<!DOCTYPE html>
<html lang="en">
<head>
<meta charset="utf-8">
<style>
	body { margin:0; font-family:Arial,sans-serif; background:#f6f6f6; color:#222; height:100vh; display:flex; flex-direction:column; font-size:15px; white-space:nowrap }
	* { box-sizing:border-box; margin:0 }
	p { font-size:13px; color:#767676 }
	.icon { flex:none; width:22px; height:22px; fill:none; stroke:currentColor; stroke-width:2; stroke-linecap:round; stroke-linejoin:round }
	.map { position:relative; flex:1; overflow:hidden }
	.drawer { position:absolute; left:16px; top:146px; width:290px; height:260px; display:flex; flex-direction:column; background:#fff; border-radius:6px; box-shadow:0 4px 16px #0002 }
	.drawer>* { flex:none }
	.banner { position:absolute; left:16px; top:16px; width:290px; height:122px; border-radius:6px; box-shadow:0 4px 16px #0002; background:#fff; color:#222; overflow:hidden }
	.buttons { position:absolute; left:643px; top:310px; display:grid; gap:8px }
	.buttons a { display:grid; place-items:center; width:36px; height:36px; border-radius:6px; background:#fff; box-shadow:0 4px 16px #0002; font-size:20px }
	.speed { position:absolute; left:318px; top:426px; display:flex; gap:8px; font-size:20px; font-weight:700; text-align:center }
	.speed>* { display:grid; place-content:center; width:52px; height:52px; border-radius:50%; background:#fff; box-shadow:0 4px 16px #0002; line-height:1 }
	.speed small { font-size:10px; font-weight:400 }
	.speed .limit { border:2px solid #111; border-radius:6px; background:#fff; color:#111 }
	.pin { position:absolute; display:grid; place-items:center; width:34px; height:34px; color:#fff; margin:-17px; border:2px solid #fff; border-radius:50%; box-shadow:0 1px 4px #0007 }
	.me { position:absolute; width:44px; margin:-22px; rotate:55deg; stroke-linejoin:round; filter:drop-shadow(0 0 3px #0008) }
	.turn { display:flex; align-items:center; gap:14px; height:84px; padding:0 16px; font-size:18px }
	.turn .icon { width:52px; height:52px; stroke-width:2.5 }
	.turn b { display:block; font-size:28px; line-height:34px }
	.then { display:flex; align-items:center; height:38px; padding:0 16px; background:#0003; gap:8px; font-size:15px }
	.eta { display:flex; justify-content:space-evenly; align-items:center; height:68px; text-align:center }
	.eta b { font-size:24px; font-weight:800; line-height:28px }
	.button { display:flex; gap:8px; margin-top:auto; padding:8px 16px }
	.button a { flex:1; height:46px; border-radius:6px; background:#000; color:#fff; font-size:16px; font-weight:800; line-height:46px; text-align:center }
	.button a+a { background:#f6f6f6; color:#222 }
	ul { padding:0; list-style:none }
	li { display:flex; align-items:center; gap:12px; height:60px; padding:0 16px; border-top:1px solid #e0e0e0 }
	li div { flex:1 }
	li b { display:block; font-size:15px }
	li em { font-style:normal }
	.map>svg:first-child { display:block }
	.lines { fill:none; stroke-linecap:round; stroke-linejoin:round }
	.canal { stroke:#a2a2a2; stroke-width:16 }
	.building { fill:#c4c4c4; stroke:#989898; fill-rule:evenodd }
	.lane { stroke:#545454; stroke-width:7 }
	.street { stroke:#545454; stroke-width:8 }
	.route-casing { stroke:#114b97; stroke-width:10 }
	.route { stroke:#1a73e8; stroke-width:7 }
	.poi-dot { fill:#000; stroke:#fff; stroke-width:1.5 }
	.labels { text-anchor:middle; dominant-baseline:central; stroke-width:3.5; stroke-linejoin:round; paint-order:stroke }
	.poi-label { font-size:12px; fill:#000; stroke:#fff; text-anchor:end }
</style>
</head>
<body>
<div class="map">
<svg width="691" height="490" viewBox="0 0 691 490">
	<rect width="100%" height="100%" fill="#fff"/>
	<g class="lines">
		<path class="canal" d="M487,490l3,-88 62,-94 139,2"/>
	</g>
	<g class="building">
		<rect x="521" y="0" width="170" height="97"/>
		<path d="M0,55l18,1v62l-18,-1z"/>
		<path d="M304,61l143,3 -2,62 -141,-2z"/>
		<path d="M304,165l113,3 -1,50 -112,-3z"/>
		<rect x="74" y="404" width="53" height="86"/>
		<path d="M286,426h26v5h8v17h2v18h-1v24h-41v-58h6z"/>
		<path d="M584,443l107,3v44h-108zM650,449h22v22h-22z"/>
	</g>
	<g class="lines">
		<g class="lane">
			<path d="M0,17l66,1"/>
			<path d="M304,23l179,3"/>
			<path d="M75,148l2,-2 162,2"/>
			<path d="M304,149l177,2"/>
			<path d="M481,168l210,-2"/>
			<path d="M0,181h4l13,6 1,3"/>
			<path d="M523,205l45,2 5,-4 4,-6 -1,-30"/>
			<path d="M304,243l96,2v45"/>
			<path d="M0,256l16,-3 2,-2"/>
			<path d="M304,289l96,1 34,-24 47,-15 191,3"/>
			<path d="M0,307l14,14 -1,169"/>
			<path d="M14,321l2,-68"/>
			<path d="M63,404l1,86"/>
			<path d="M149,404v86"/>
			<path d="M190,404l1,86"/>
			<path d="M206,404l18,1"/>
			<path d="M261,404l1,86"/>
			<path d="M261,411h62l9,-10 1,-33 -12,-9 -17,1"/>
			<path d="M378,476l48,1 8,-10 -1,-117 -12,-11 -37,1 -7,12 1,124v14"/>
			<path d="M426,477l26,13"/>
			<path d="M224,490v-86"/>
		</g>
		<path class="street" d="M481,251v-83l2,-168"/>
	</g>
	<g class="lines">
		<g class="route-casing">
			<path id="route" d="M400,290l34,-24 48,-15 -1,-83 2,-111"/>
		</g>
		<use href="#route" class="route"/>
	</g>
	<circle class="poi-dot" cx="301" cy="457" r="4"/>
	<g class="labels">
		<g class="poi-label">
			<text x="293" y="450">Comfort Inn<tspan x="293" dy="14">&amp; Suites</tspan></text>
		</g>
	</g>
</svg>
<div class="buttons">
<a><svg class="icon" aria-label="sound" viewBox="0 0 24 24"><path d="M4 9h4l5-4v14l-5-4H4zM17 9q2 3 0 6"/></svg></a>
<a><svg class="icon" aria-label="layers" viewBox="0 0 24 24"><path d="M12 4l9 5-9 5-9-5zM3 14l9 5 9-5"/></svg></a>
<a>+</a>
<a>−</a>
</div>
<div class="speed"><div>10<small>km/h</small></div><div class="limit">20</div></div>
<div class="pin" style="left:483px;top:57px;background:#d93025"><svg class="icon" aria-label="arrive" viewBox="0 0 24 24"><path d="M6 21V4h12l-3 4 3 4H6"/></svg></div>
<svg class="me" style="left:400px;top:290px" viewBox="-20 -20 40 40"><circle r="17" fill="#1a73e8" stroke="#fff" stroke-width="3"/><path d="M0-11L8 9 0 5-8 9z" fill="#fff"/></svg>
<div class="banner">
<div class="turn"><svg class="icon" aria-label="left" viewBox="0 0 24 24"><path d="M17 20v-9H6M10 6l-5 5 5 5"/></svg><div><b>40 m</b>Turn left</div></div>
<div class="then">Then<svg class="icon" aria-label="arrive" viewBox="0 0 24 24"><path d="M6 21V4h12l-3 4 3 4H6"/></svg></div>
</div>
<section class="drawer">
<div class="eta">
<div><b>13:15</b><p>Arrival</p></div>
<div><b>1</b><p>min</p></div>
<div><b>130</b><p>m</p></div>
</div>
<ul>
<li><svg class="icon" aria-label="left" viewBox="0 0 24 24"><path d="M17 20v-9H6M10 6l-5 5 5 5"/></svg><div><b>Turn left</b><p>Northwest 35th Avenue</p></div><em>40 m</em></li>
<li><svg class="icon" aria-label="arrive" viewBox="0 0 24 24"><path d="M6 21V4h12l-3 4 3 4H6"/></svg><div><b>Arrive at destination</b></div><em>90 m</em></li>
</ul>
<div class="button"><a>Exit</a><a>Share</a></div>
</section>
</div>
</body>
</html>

================================

## What you need to do
Quote verbatim the opening lines of the listing above, ending with the line where "position:relative; flex:1; overflow:hidden" appears; include both endpoints and nothing more.

## Exercise solution
<!DOCTYPE html>
<html lang="en">
<head>
<meta charset="utf-8">
<style>
	body { margin:0; font-family:Arial,sans-serif; background:#f6f6f6; color:#222; height:100vh; display:flex; flex-direction:column; font-size:15px; white-space:nowrap }
	* { box-sizing:border-box; margin:0 }
	p { font-size:13px; color:#767676 }
	.icon { flex:none; width:22px; height:22px; fill:none; stroke:currentColor; stroke-width:2; stroke-linecap:round; stroke-linejoin:round }
	.map { position:relative; flex:1; overflow:hidden }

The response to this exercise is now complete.